Governor Ann Richards proclaimed October 3, 1991, as "Stevie Ray Vaughan Day." The city of Austin erected a memorial statue of Stevie Ray Vaughan on November 21, 1993. It is located on Town Lake, near the site of his last Austin concert. On May 11, 1995, musicians, including B. B. King, Eric Clapton, Bonnie Raitt, Buddy Guy, Jimmie Vaughan, and Double Trouble, filmed "Tribute to Stevie Ray Vaughan" for Austin City Limitsqv. The PBS program also released a posthumous video titled Stevie Ray Vaughan: Live From Austin, Texas, which contained excerpts from Vaughan's two previous appearances on the show. From 1995 through 2007 Sony Music issued several Vaughan and Double Trouble albums, including a box set, live performances, and previously unreleased material. In 2000 Vaughan was inducted into the Blues Foundation Hall of Fame. He is also in the Houston Institute for Culture's Texas Music Hall of Fame.

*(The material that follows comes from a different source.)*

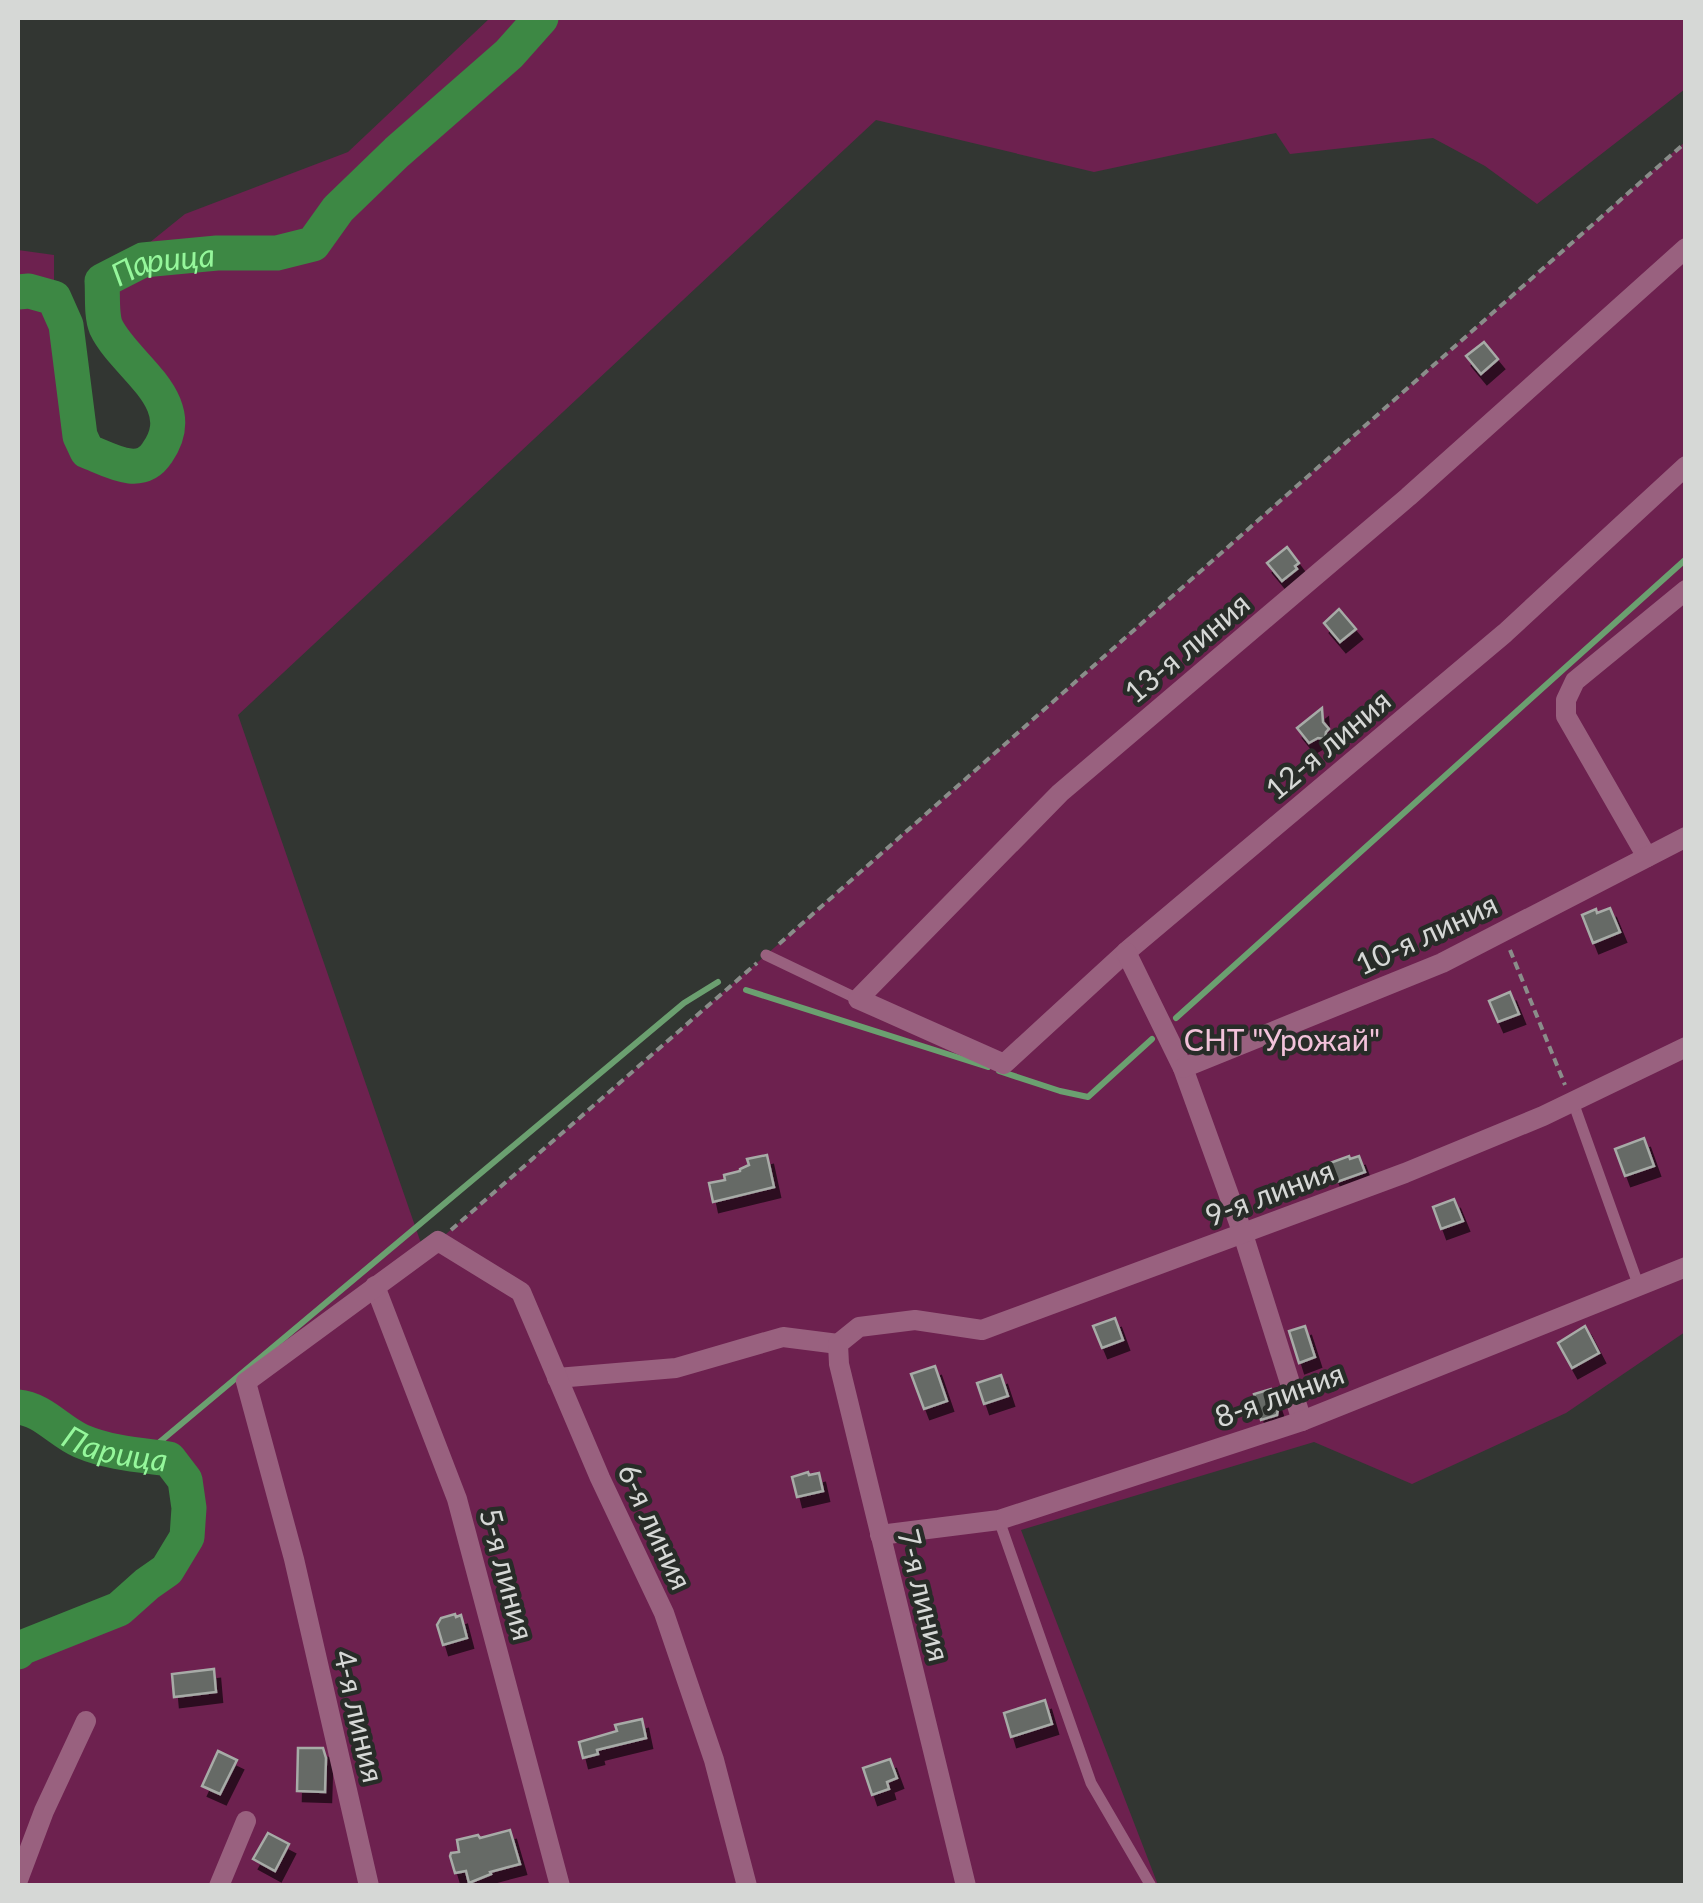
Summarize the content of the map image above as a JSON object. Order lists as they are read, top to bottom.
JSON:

BIBLIOGRAPHY: Craig Hopkins, Stevie Ray Vaughan: Day By Day, Night After Night (Craig Hopkins in Texas, U.S.A., 2008 Keri Leigh, Stevie Ray: Soul to Soul (Dallas: Taylor, 1993 Joe Nick Patoski and Bill Crawford, Stevie Ray Vaughan: Caught in the Crossfire (Boston: Little, Brown, 1993 Vertical Files, Center for American History, University of Texas at Austin.